The Topology Seminar
Organizers: Melody Molander and Rhea Palak Bakshi
2024-2025 School Year Schedule:
(All talks 3:30-4:30 in SH 6635 unless otherwise stated)
- Tuesday, 11/19: Vijay Higgins (UCLA) "Annular webs, central elements of skein algebras, and miraculous cancellations"
- Monday, 12/02, 4-5 PM: Qiuyu Ren (UC Berkeley) "Lasagna s-invariant detects exotic 4-manifolds"
- Tuesday, 01/14: Jennifer Schultens (UC Davis) "Flipping Heegaard splittings"
- Friday, 01/31, 12-1 PM: Aaron Lauda (USC) TBA
- Monday, 02/10, 4-5 PM: Peter Samuelson (UC Riverside) TBA
- Tuesday, 02/11: Anup Poudel (The Ohio State University) TBA
- Tuesday, 02/18: Agustina Czenky (USC) TBA
- Tuesday, 02/25: Christine Ruey Shan Lee (Texas State) TBA
- Tuesday, 03/04: Thang Lê (Georgia Tech) TBA
- Tuesday, 03/11: Corey Jones (NC State) TBA
- Monday, 03/17, 4-5 PM: Nathan Geer (Utah State) TBA
- Tuesday, 03/18: Colleen Delaney (Purdue University) TBA
- Tuesday, 04/01: David Penneys (The Ohio State University) TBA
- Tuesday, 04/15: Józef Przytycki (The George Washington University) TBA
- Tuesday, 04/29: Sujoy Mukherjee (University of Denver) TBA
- Tuesday, 05/06: Sunghyuk Park (Harvard) TBA
Abstract
The skein algebra of a surface is spanned by links in the thickened surface, subject to skein relations which diagrammatically encode the data of a quantum group. The multiplication in the algebra is induced by stacking links in the thickened surface. This product is generally noncommutative. When the quantum parameter q is generic, the center of the skein algebra is essentially trivial. However, when q is a root of unity, interesting central elements arise. When the quantum group is quantum SL(2), the work of Bonahon-Wong shows that these central elements can be obtained by a topological operation of threading Chebyshev polynomials along knots.
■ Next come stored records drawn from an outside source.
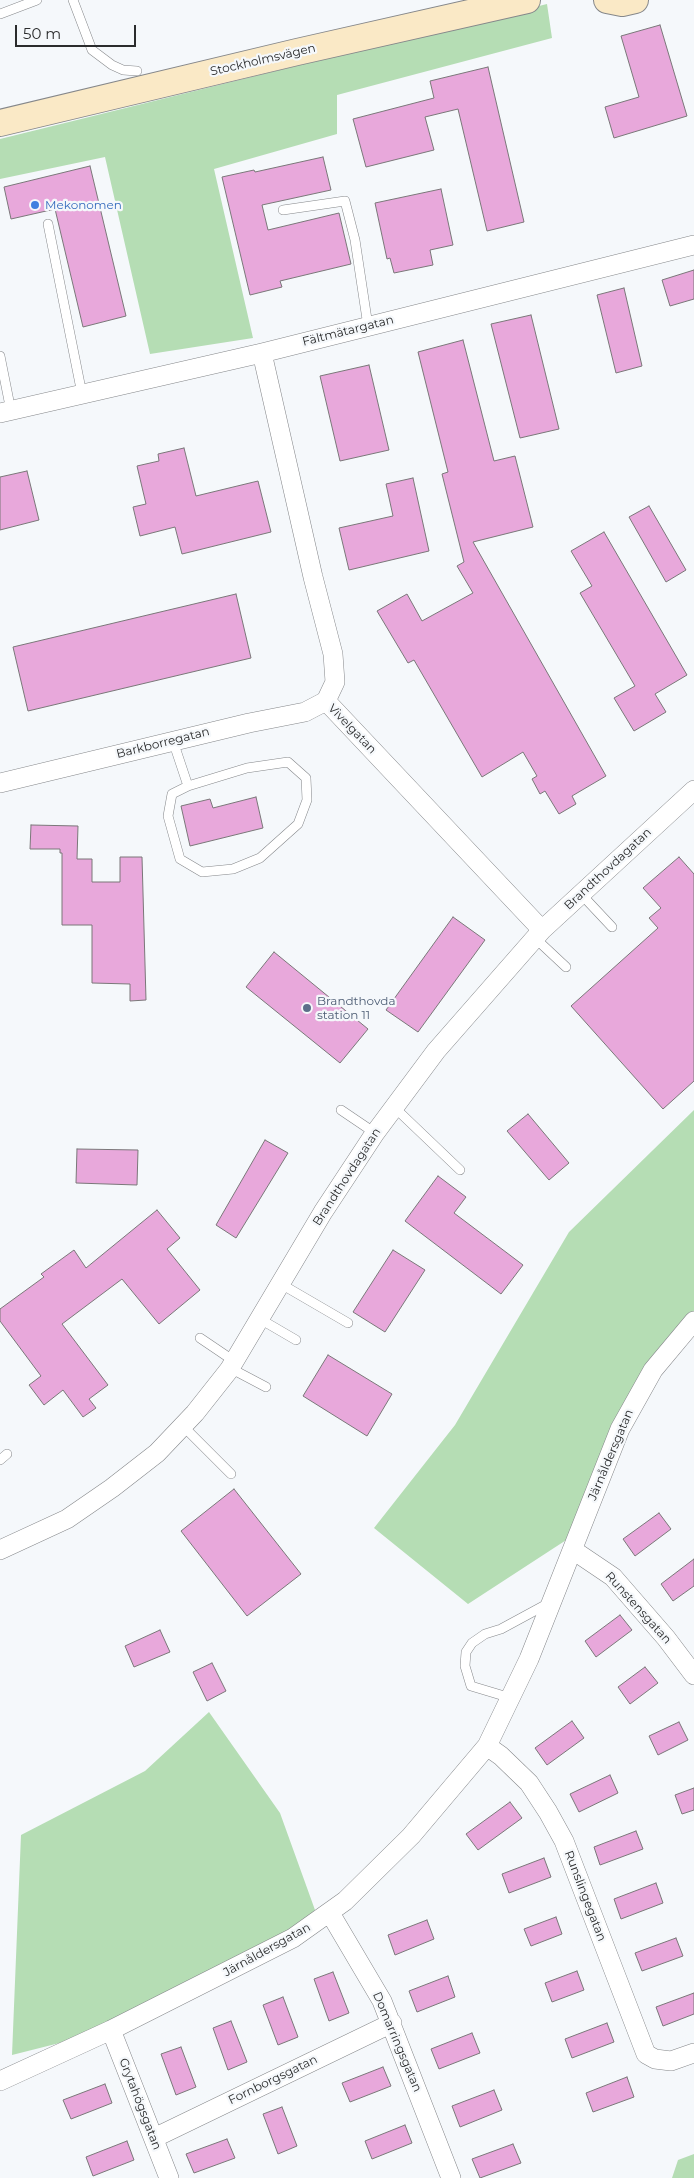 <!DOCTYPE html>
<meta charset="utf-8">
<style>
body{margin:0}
#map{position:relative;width:694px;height:2178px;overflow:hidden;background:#f5f8fb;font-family:Montserrat,sans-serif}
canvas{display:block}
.scale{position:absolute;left:15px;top:25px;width:121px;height:22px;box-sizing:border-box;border:2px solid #2b2c2d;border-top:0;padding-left:6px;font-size:15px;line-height:18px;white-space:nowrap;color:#2b2c2d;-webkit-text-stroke:4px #f5f8fb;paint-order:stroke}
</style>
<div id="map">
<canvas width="694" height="2178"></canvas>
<div class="scale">50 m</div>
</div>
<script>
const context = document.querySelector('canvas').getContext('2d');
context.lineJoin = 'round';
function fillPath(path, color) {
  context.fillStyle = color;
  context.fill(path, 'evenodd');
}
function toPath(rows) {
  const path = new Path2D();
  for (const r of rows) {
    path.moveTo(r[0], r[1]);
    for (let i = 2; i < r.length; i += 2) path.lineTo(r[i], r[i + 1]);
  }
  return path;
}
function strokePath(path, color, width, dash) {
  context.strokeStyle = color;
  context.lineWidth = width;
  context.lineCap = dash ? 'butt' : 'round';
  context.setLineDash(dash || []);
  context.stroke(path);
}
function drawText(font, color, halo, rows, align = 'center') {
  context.font = font + ' Montserrat,sans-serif';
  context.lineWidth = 4.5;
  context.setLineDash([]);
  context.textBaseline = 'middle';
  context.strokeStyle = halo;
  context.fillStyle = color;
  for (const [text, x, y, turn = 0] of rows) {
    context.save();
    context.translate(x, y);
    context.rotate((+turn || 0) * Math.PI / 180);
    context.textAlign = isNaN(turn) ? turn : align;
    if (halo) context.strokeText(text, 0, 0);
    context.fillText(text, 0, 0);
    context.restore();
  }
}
fillPath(toPath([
 [547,4,552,38,337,95,337,134,214,169,253,338,150,354,105,157,0,179,0,139],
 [694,1110,694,1320,647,1378,577,1533,468,1604,374,1528,455,1425,569,1232],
 [209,1712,280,1813,315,1910,286,1939,111,2030,12,2055,21,1835,145,1771],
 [694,2154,694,2178,672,2178,678,2160]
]), '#b5ddb4');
const building = toPath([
 [660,25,687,116,614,138,605,107,639,97,621,36,660,25],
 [488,67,524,222,487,231,458,109,425,117,434,150,366,167,353,119,434,98,430,81,488,67],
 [323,157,331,190,262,205,268,230,339,213,351,264,280,281,282,287,250,295,222,177,254,170,255,172,323,157],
 [90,166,126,316,83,327,55,209,11,219,4,187,90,166],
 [441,189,453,245,430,250,433,265,394,273,390,258,387,259,375,203,441,189],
 [694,270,694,299,670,306,662,280,694,270],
 [624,288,642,366,616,373,597,295,624,288],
 [531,315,559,429,520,438,491,324,531,315],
 [463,340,494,461,515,456,533,527,473,542,606,776,572,796,576,804,559,814,545,791,540,794,532,779,537,776,523,752,482,777,414,660,408,663,377,611,407,594,422,621,473,593,457,566,464,562,442,474,448,472,418,352,463,340],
 [369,365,389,450,340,461,320,376,369,365],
 [184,448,196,496,258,481,271,532,182,554,175,527,140,536,133,507,146,504,137,466,159,461,158,454,184,448],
 [27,471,39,520,0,530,0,477,27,471],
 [413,478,429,551,349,570,339,528,393,516,386,484,413,478],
 [649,506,686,570,666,582,629,517,649,506],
 [604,532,687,675,655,694,666,712,634,731,614,698,635,686,580,593,592,586,571,551,604,532],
 [236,594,251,658,28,711,13,647,236,594],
 [256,797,263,828,190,846,181,806,210,799,213,808,256,797],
 [31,825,78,826,77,859,92,859,92,882,120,882,120,857,142,857,146,1000,130,1001,130,984,92,983,92,925,62,925,62,853,60,853,60,849,30,849,31,825],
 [679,857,694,874,694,1081,663,1109,571,1006,658,928,649,918,661,908,643,888,679,857],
 [453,917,485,940,418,1032,386,1010,453,917],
 [274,952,368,1029,340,1063,246,987,274,952],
 [528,1114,569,1163,549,1180,507,1131,528,1114],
 [265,1140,288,1153,236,1238,216,1225,265,1140],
 [77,1149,138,1150,137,1185,76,1183,77,1149],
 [438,1176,466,1197,454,1213,523,1265,501,1294,405,1221,438,1176],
 [157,1210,180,1238,167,1249,200,1290,159,1324,122,1279,62,1324,108,1385,89,1399,96,1408,83,1417,63,1390,44,1405,29,1385,41,1376,0,1321,0,1309,44,1277,41,1274,74,1250,86,1268,157,1210],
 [393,1250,425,1270,385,1332,353,1312,393,1250],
 [328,1355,392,1394,367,1436,303,1396,328,1355],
 [234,1489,301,1574,247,1616,181,1531,234,1489],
 [659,1513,671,1529,635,1556,623,1539,659,1513],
 [694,1559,694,1586,673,1601,661,1584,694,1559],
 [620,1615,632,1630,596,1657,585,1641,620,1615],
 [160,1630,170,1652,134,1667,125,1646,160,1630],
 [212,1663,226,1691,207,1701,193,1672,212,1663],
 [645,1667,658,1683,630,1704,618,1687,645,1667],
 [572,1721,584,1738,547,1765,535,1748,572,1721],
 [679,1722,688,1740,658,1755,649,1736,679,1722],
 [610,1775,618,1793,579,1812,570,1794,610,1775],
 [694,1788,694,1810,682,1814,675,1795,694,1788],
 [510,1802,522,1818,478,1850,466,1834,510,1802],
 [636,1831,643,1849,600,1865,594,1847,636,1831],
 [544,1858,551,1877,509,1893,502,1874,544,1858],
 [656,1883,663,1903,621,1919,614,1899,656,1883],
 [556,1917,562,1934,531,1946,524,1929,556,1917],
 [427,1920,434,1939,395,1955,388,1935,427,1920],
 [676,1938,683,1956,642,1971,635,1953,676,1938],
 [577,1971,584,1990,552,2002,545,1983,577,1971],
 [333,1972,349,2013,329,2021,314,1979,333,1972],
 [448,1976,455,1997,417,2012,409,1991,448,1976],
 [694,1993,694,2014,663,2026,656,2007,694,1993],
 [283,1997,298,2037,278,2045,263,2005,283,1997],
 [231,2021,247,2062,228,2070,213,2028,231,2021],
 [607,2023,614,2042,572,2058,565,2039,607,2023],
 [472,2033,480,2053,439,2069,431,2049,472,2033],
 [181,2047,196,2087,176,2095,161,2054,181,2047],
 [383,2067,391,2086,350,2102,342,2083,383,2067],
 [627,2077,634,2097,593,2112,586,2093,627,2077],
 [105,2084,112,2103,71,2119,63,2100,105,2084],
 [494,2090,502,2110,460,2127,452,2106,494,2090],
 [282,2107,297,2146,278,2154,263,2114,282,2107],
 [405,2125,412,2143,372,2159,365,2141,405,2125],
 [227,2139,235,2158,194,2173,186,2154,227,2139],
 [127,2141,134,2160,93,2176,86,2157,127,2141],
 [513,2144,521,2163,480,2178,472,2159,513,2144]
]);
fillPath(building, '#e8a8db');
strokePath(building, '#7a7779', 1);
const service = toPath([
 [73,0,92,50,112,65,123,70,137,71],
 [0,14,37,0],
 [283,210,345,201,355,240,368,326],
 [48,224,82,394],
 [0,356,11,411],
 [173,741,188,786,247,768,288,762,306,778,307,800,298,824,260,858,233,869,202,872,180,859,168,816,172,794,188,786],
 [581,894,612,927],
 [535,938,566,967],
 [394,1107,460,1170],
 [341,1110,375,1133],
 [281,1284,348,1323],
 [260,1319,296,1340],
 [200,1338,234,1361],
 [230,1368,266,1387],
 [183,1426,231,1474],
 [0,1460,7,1454],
 [511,1698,471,1686,465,1666,466,1652,472,1643,485,1634,501,1629,549,1603]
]);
const minor = toPath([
 [262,353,313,577,333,654,335,682,326,701,542,930],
 [0,413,262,353,694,245],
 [0,783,249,723,305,712,326,701],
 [0,1550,67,1519,112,1488,157,1453,195,1413,229,1370,323,1212,375,1133,436,1051,542,930,694,790],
 [573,1550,613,1577,666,1638,694,1675],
 [487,1746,501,1756,529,1783,548,1812,564,1841,646,2054,655,2059,671,2061,694,2053],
 [330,1913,382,2001,451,2178],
 [111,2030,169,2178],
 [0,2081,111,2030,293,1938,345,1901,411,1836,487,1746,529,1659,620,1429,653,1370,694,1321],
 [154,2138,392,2023]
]);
const secondary = toPath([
 [607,0,622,3,635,0],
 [0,123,297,52,527,0]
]);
strokePath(service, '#85878a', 10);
strokePath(minor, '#85878a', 20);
strokePath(secondary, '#85878a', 28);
strokePath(service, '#fff', 9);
strokePath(minor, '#fff', 19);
strokePath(secondary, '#fae9c6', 26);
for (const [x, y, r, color] of [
 [35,205,5,"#3f7fe0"],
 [307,1008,5,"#5c6f8a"]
]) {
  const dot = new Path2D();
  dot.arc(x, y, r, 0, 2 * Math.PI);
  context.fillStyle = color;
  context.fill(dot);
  strokePath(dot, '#f5f8fb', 2);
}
drawText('12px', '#2b2c2d', '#f5f8fb', [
 ["Stockholmsvägen",263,60,-13],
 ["Fältmätargatan",348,331,-14],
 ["Vivelgatan",352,729,46],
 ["Barkborregatan",163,743,-14],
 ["Brandthovdagatan",608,869,-43],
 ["Brandthovdagatan",347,1177,-57],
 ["Järnåldersgatan",611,1455,-67],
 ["Runstensgatan",638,1608,48],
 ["Runslingegatan",585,1896,69],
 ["Järnåldersgatan",267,1950,-29],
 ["Domarringsgatan",397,2042,67],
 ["Fornborgsgatan",273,2080,-26],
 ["Grytahögsgatan",140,2104,69]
]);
drawText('12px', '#366cbe', '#f5f8fb', [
 ["Mekonomen",45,205]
], 'left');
drawText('12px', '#4e5e75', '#f5f8fb', [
 ["Brandthovda",317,1001],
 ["station 11",317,1015]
], 'left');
</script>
In this talk, I will discuss joint work with Francis Bonahon describing how the threading operation extends to SL(n) skein algebras, including a method for verifying the centrality of the elements by studying webs in the annulus. Then in the case of SL(3), I will discuss how 'stated skein algebras' can be used to show that the threading operation yields a well-defined algebra homomorphism, analogous to the Frobenius homomorphism for quantum groups.
Abstract
We introduce a lasagna version of Rasmussen's s-invariant coming from the study of Khovanov/Lee skein lasagna modules, which assigns either an integer or \(-\infty\) to each second homology class of a given smooth 4-manifold. After presenting some properties of the lasagna s-invariant, we show that it detects the exotic pair of knot traces \( X_{-1}(-5_2) \) and \(X_{-1}(P(3,-3,-8))\). This gives the first gauge/Floer-theory-free proof of the existence of exotic compact orientable 4-manifolds. Time permitting, we mention some other applications of lasagna s-invariants. This is joint work with Michael Willis.
Abstract
Heegaard splittings provide natural decompositions of 3-manifolds into two symmetric pieces. We provide examples of such decompositions and delve into the question of when the two pieces can be interchanged, or flipped, via an isotopy.